When you take this seriously it is astonishing now many 'experts' appear to have no skill at all.

comment by Mike G · 2020-10-17T20:51:44.739Z · LW(p) · GW(p)

Good blog.

How many fields offer "short feedback loops over a long time period that are accurate"?

In my field, K-12 teacher coaching, there is rarely data on teacher performance that isn't "noisy or irrelevant or statistically biased." Gates Foundation spent $100 million to try to figure out this problem, but it proved thorny, both the stats and the politics.

Even in a data-loving field, like golf, with many competing experts (instructors) for hire, it's nearly impossible to know which ones actually generate the largest gains in their students. To use Waveman's point, it's hard to assess their relative skill at "fixing broken skills" because the data isn't available...even to the instructors.

What are the fields that best lend themselves to this sort of calculator?

comment by NunoSempere (Radamantis) · 2020-10-17T18:24:38.431Z · LW(p) · GW(p)
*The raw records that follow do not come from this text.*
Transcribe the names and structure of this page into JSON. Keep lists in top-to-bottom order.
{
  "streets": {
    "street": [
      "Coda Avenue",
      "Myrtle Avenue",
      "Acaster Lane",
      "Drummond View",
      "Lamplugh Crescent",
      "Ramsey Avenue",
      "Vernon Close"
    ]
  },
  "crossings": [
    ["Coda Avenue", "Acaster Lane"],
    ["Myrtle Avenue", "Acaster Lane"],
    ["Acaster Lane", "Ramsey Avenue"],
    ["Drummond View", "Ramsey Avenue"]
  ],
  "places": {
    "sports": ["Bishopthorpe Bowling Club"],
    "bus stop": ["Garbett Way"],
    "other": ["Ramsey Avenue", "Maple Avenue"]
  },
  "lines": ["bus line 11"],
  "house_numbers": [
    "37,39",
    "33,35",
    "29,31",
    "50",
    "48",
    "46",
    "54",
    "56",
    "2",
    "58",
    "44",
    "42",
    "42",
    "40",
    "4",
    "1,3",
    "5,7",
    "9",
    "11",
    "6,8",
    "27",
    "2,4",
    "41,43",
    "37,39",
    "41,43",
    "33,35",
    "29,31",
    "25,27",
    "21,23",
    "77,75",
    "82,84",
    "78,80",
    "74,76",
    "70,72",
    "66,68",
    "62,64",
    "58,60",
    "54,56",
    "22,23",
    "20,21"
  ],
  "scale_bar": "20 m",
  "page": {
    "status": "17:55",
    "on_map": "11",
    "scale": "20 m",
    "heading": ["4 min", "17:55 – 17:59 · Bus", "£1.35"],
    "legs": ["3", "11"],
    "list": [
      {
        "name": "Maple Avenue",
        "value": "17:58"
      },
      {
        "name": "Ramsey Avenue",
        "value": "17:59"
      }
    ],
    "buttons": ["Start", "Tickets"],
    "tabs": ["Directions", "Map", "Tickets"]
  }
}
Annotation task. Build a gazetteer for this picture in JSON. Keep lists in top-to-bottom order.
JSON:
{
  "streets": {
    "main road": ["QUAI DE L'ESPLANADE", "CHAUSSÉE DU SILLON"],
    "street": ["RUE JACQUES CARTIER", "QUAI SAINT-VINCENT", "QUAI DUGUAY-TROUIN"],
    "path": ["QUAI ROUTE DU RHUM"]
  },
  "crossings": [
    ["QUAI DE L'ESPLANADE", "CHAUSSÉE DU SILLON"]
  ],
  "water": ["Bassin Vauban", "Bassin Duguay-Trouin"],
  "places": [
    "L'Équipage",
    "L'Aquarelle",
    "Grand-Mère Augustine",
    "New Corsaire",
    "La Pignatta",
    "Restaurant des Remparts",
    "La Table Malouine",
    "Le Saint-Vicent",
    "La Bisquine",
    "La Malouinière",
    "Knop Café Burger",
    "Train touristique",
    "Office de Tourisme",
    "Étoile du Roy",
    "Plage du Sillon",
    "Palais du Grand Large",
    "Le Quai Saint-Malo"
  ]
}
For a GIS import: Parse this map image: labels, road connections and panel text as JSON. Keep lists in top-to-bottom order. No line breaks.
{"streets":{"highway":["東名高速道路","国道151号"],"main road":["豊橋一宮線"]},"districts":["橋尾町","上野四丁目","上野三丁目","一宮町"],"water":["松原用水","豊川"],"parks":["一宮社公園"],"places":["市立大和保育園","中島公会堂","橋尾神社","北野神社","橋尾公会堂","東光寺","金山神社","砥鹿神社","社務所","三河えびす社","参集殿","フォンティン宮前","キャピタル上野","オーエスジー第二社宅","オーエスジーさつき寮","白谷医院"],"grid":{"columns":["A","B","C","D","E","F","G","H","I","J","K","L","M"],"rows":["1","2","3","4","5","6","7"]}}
Very interesting! Your categorization into black box / clear box / social reputation seems like it's missing a level, and hence to me your names feel slightly off. I might instead think in terms of:

  1. Clear box: I fact check some of the expert's claims, and estimate the accuracy of the claims I can't estimate based on the ones which I can. For example, [Ibn Tufail's](https://en.wikipedia.org/wiki/Ibn_Tufail) metaphysical claims might be difficult to refute, but his books also reference biological mechanisms which are easier to evaluate (e.g., men can be born from mud.) Similarly, if an expert claims some broad historical thesis, I can compare it to, e.g., Spain in the last centuries to see if it checks out.
  2. Black box: I know the person's track record, or that the track record is good, but not which claims/accomplishments it's based on. For example, I know that Renaissance Technologies has a good track record in making money from the stock market and cultivating startups, even if I don't know how exactly they did it. Or I might know that someone is a super-forecaster without knowing what questions they have predicted to get there.
  3. Proxies box (your clear box): I look at proxies for accuracy/track record. Some can be mechanistic: like skin in the game, alignment, computational power, time. But you can't look at, say, computational power or alignment directly (yet), so might have to look at correlational proxies for that, like prestigious university affiliations, big car, nice suit, English accent, brings up cogent and interesting points in a conversation, presentation skills, etc..
  4. Deference pointer: I trust other people's assessment & status signals.

On 1., see Epistemic Spot Checks [LW · GW], and in particular this comment thread [LW(p) · GW(p)]. On 3., see Hanson's How to pick an X.